> _EXERCISE DETAILS_
Line by line, print the records exactly.

(SOURCE DATA Opens)

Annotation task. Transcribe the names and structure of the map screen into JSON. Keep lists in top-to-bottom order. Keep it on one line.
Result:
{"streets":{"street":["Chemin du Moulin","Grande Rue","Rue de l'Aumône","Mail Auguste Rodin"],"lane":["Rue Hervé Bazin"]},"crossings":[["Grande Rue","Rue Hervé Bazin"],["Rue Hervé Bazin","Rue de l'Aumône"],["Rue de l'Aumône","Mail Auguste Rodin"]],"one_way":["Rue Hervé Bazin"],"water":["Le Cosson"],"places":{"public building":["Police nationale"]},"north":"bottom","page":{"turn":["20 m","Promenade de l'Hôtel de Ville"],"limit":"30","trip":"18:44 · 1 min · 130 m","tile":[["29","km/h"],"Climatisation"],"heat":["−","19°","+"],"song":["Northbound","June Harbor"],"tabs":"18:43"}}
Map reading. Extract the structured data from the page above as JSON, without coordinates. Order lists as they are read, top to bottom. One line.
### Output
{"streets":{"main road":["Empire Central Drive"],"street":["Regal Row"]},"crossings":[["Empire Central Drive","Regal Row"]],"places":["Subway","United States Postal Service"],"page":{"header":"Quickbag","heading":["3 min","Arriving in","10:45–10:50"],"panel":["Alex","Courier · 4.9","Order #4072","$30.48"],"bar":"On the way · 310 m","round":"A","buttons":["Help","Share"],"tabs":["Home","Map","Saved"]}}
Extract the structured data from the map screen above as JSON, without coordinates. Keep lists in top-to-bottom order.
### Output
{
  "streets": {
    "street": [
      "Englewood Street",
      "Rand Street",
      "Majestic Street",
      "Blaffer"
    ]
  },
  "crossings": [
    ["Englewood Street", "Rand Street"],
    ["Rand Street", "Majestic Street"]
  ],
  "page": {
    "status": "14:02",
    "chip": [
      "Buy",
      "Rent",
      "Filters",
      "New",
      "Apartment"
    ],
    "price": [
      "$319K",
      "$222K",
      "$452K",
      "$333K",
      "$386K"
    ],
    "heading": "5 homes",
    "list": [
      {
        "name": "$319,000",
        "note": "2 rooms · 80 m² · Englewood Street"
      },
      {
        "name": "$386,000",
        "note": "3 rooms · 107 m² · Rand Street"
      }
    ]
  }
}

(SOURCE DATA Closes)

> _EXERCISE SOLUTION_
Annotation task. Transcribe the names and structure of the map screen into JSON. Keep lists in top-to-bottom order. Keep it on one line.
Result:
{"streets":{"street":["Chemin du Moulin","Grande Rue","Rue de l'Aumône","Mail Auguste Rodin"],"lane":["Rue Hervé Bazin"]},"crossings":[["Grande Rue","Rue Hervé Bazin"],["Rue Hervé Bazin","Rue de l'Aumône"],["Rue de l'Aumône","Mail Auguste Rodin"]],"one_way":["Rue Hervé Bazin"],"water":["Le Cosson"],"places":{"public building":["Police nationale"]},"north":"bottom","page":{"turn":["20 m","Promenade de l'Hôtel de Ville"],"limit":"30","trip":"18:44 · 1 min · 130 m","tile":[["29","km/h"],"Climatisation"],"heat":["−","19°","+"],"song":["Northbound","June Harbor"],"tabs":"18:43"}}
Map reading. Extract the structured data from the page above as JSON, without coordinates. Order lists as they are read, top to bottom. One line.
### Output
{"streets":{"main road":["Empire Central Drive"],"street":["Regal Row"]},"crossings":[["Empire Central Drive","Regal Row"]],"places":["Subway","United States Postal Service"],"page":{"header":"Quickbag","heading":["3 min","Arriving in","10:45–10:50"],"panel":["Alex","Courier · 4.9","Order #4072","$30.48"],"bar":"On the way · 310 m","round":"A","buttons":["Help","Share"],"tabs":["Home","Map","Saved"]}}
Extract the structured data from the map screen above as JSON, without coordinates. Keep lists in top-to-bottom order.
### Output
{
  "streets": {
    "street": [
      "Englewood Street",
      "Rand Street",
      "Majestic Street",
      "Blaffer"
    ]
  },
  "crossings": [
    ["Englewood Street", "Rand Street"],
    ["Rand Street", "Majestic Street"]
  ],
  "page": {
    "status": "14:02",
    "chip": [
      "Buy",
      "Rent",
      "Filters",
      "New",
      "Apartment"
    ],
    "price": [
      "$319K",
      "$222K",
      "$452K",
      "$333K",
      "$386K"
    ],
    "heading": "5 homes",
    "list": [
      {
        "name": "$319,000",
        "note": "2 rooms · 80 m² · Englewood Street"
      },
      {
        "name": "$386,000",
        "note": "3 rooms · 107 m² · Rand Street"
      }
    ]
  }
}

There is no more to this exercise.